Sunday, November 6, 2011

IN THE PERTH PRESS...THE DRESSING TABLE IN THE WESTERN AUSTRALIAN


A NEW BOOK BY DESIGNER CLARE PRESS CELEBRATES THE ART OF THE GLAMOROUSLY LIVED LIFE. PIP CHRISTMASS REPORTS.
In recent years, there has been a spate of new publications on vintage dressing, the lost art of etiquette and how to entertain stylishly at home. We are, it seems, nostalgic for an earlier time, when manners were important, women got dressed up to go out, and men could open doors for women without worrying if they were about to get a slap in the face for being sexist.

Fashion journalist and designer Clare Press is one of those who craves the return of glamour, good manners and polite society. She has just released The Dressing Table, a delightful compendium of tips and thoughts on how to live life stylishly that includes chapters on how to have a memorable — not messy — party, travel elegantly, host an afternoon tea, dress up to reflect your individuality or emulate your favourite style icons.

Press started out writing for publications such as The Australian, Vogue and Harper’s Bazaar before taking time out to launch her vintage-inspired fashion label Mrs Press. It was during this time that the author decided to write a book summing up all the insights she had garnered over the years on fashion, style, etiquette and glamour.

“It’s part memoir, part style scrapbook of inspirations,” Press says. “I wanted to write about some fabulous fashion icons, some of whom are famous, and some of whom are my own friends and not famous, but are amazing and have inspired me in some way. It was something I’ve always wanted to do. I’ve always loved women like Diana Vreeland, Marchesa Luisa Casati, or Louise Brooks, but I also wanted to bring things back down to earth with an amusing and accessible take on what style means today.”

Hence there are contributions by fashion journalist Glynis Traill-Nash (on hosting book club soirees), artist Mary Shackmanon dressing to lift your mood through colour, and designer and stylist Michelle Jank on new ways to wear jewellery. The sense of certain things having been “lost” in contemporary society — good manners, primarily — is one that Press admits to feeling very strongly about. “It’s one of the reasons why I was inspired to write this book and a lot of it has to do with my grandmother, who informs all of the reasons why I wanted to work in fashion,” Press admits.

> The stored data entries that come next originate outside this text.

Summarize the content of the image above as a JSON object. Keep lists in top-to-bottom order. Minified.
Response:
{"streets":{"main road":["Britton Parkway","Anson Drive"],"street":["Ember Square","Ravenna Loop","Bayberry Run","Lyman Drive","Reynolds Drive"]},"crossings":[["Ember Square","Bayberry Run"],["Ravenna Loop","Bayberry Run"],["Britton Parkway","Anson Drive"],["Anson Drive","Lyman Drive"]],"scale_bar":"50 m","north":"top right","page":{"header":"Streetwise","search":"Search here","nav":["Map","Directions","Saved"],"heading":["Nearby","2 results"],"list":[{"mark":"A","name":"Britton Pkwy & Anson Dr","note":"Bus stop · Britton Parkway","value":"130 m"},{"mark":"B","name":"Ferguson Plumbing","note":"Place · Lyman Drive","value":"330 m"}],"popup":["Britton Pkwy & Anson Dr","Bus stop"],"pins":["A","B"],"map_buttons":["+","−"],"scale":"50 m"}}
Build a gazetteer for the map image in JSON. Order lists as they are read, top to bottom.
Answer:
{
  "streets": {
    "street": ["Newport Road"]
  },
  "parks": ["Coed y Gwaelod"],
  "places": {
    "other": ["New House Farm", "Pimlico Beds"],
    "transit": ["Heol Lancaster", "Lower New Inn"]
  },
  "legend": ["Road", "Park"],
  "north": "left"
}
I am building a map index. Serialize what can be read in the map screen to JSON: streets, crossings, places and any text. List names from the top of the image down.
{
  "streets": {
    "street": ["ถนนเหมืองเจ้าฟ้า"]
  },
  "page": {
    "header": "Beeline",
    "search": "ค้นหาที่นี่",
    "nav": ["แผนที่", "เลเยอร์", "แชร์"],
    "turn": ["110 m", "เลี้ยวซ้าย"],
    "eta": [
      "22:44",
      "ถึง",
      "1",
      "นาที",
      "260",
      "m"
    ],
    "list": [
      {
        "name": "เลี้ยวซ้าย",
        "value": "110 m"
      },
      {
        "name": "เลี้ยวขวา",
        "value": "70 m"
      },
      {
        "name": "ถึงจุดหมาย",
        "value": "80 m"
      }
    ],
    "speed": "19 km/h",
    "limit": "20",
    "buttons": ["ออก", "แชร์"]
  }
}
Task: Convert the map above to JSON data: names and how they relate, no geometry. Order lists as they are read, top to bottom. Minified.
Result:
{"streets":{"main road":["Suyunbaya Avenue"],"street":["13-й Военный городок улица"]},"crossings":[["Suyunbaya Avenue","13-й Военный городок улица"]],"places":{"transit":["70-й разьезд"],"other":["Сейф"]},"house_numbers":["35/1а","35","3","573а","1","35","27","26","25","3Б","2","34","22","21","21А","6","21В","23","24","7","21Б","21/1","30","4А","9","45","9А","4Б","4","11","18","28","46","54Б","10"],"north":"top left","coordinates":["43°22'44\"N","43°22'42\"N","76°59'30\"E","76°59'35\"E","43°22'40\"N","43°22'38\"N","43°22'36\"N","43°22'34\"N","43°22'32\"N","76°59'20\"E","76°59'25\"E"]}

“She always placed so much importance on entertaining beautifully, of having lovely manners, of dressing appropriately for the occasion. The idea of reviving style secrets of the past is something that’s very close to my heart, from wearing gloves and hats to posting out handwritten thank-you notes. Some of those tendencies have fallen by the wayside and I think that’s a real shame.”

Press believes it is possible to be nostalgic for the past and to take cues from it, without being regressive or prescriptive about the way certain things should be done. She doesn’t see The Dressing Table as a “manual” or an assertion that everything was better in “the old days”. “I don’t think we need to be completely harking back to the social customs of the past because some of them are definitely outmoded,” Press says.

“I quite enjoy being a modern, liberated woman, and nobody wants to go back to a past where in social or economic terms, for example, women and men were not on a level playing field. The book isn’t saying ‘You must do this’ or ‘You must do that’. Really, it’s more a case of couldn’t we gain some joy out of going back to this way of doing things?”

And what about that old chestnut, then — a man opening a door for a woman? “I think of myself as modern and a feminist but I still think it’s delightful for a man to open a door for a woman and I don’t think there’s any disconnect between those two things,” Press laughs.

“I mean it really is as simple as good manners making the world a better place, and thinking about how your behaviour impacts on the people around you.”